Some people would try to tell you that creativity is hard. That only certain people are creative, and only at certain times. Like creativity is this mystical thing sitting just beyond a veil — and that veil only opens for the fortunate few who know the wizard behind the curtain or get lucky.

I think creativity is something we use every day. To solve problems. To see things in new ways. To stay sane when everything else wants to drive us crazy.

Today, the family and I went on adventures. Mini golf. Go-karts. Ice cream. It was a really good day, and it was long overdue.

We also went to Barnes & Noble. I love a good bookstore. Not just because I want to buy everything on the shelves — though yes, partly that. It’s because I love looking around at evidence of the creativity of so many different people. Every book on that shelf represents months, if not years, of someone’s concentration and frustration and persistence. Just to get that book onto that shelf. I find it inspiring in ways I can’t fully explain. It makes me want to be creative myself.

Which leads me to the point.

While walking around the store today, I started brainstorming a new story idea.

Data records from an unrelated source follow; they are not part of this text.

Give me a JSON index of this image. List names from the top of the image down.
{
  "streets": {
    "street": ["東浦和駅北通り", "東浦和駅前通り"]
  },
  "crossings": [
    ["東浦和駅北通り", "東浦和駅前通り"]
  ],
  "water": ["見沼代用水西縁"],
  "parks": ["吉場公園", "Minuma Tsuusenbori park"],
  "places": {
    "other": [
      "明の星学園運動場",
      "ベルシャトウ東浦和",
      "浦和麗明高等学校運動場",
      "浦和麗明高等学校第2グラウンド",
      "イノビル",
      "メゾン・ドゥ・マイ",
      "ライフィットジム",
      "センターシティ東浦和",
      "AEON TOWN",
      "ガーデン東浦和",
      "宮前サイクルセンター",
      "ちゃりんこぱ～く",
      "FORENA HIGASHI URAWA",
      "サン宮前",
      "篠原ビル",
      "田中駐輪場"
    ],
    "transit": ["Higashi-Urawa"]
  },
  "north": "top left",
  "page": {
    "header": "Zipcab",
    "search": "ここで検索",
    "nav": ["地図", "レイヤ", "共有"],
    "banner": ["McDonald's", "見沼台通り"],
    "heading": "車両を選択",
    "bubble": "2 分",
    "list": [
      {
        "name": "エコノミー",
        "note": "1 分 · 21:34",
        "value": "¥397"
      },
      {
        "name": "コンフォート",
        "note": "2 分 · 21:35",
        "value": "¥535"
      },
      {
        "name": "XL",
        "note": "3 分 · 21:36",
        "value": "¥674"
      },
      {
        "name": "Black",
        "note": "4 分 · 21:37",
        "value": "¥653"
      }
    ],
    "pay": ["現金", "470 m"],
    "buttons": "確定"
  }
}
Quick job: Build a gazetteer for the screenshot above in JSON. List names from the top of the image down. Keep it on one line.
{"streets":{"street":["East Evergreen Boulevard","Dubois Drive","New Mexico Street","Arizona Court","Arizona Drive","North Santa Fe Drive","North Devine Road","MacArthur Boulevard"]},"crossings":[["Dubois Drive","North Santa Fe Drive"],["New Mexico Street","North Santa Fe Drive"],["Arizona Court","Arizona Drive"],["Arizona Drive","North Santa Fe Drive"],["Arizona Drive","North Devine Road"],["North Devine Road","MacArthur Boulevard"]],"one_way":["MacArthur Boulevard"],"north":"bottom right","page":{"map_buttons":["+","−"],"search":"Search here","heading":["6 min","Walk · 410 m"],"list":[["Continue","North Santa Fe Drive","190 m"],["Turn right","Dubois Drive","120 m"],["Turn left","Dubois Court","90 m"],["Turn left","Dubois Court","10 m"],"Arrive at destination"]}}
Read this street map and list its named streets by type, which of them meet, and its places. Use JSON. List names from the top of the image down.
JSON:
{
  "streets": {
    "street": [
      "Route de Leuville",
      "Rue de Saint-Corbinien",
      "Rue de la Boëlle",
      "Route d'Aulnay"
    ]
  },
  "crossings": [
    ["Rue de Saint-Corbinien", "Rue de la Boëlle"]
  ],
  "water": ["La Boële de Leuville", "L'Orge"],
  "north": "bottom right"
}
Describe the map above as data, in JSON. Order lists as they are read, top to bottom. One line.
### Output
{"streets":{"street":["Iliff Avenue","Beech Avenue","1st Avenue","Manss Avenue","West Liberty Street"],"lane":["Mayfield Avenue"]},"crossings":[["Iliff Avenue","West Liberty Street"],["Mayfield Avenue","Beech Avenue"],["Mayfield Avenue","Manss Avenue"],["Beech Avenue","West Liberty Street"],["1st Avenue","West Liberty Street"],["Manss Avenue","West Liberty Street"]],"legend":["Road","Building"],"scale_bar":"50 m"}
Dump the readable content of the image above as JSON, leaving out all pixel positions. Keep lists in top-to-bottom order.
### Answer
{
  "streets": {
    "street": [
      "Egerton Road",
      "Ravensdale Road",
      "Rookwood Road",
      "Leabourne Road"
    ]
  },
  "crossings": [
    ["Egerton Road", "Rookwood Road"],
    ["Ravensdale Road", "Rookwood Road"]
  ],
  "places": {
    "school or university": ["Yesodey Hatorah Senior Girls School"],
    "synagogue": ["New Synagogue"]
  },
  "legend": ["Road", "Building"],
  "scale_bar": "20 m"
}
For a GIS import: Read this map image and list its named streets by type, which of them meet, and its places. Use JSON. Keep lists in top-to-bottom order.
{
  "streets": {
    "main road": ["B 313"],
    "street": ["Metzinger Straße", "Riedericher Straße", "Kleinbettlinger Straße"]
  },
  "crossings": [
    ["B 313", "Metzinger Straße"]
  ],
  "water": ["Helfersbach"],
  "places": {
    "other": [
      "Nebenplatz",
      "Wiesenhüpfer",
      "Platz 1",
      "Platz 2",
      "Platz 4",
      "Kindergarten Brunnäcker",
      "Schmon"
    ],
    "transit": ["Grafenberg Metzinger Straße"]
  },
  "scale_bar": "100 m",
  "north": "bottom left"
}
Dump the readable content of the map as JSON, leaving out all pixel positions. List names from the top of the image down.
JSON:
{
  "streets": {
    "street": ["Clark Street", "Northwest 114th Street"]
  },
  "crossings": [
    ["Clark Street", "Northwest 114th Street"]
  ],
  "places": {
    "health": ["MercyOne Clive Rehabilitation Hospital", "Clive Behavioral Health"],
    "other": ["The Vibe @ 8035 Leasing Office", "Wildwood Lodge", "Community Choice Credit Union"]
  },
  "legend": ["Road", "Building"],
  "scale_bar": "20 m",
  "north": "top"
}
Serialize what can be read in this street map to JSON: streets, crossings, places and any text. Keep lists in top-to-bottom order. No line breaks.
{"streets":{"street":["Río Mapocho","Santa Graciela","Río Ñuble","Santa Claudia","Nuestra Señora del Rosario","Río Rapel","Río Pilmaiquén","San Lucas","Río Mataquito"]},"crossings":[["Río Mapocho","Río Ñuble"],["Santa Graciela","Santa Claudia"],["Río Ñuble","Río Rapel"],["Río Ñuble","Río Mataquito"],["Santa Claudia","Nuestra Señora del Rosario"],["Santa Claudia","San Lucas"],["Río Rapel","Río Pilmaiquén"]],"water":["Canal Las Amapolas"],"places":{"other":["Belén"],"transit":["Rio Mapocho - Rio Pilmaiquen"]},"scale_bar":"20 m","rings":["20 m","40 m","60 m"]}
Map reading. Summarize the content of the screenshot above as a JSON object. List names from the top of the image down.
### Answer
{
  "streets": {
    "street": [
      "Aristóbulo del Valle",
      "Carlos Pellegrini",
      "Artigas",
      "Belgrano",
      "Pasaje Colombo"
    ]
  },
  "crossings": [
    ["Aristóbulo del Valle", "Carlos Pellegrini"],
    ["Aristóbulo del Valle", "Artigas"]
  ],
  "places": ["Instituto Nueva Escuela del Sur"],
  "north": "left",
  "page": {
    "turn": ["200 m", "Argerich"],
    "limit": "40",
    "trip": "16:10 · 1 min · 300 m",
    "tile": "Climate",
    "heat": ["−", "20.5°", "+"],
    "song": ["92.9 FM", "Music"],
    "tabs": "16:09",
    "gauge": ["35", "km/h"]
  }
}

And while I struggled with new creative ideas for the longest time, something has changed since I started engaging my creative muscles every single day — either working on the ideas I already have, seeing old ideas in new ways, or just coming up with something brand new.

Things seem to come when I start talking to myself. I opened my voice-to-text and started asking questions. And what came out was a mashup of ideas that I don’t know if anybody has thought of before. Two very old stories, rearranged and combined into something completely new.

The idea itself isn’t the point of this post. I’ll work on it and share it another time.

The point is this: sometimes we think we have to create brand new things out of thin air. That’s just not the truth. Sometimes the most creative thing you can do is take two or three things that already exist and throw them at each other to see what sticks. Remix what’s already out there. Combine things nobody thought to combine.

I did that today, walking around a bookstore with no agenda, and I was pleasantly surprised at how quickly the ideas and the outline started coming together.

If you’ve got a creative endeavor you’re working on and you’re stuck — go someplace out of the norm. Look at things that seem completely unrelated to what you’re doing. Start thinking about how you could remix what already exists into something uniquely yours. How could you see what’s in front of you in a way nobody else has?

Think outside the box. I did it today.

And I was pleasantly surprised with the result.


Assessment Week 2 — Day 2. Mini golf, go-karts, ice cream, and a new story born in a bookstore. Rest looks different than I expected.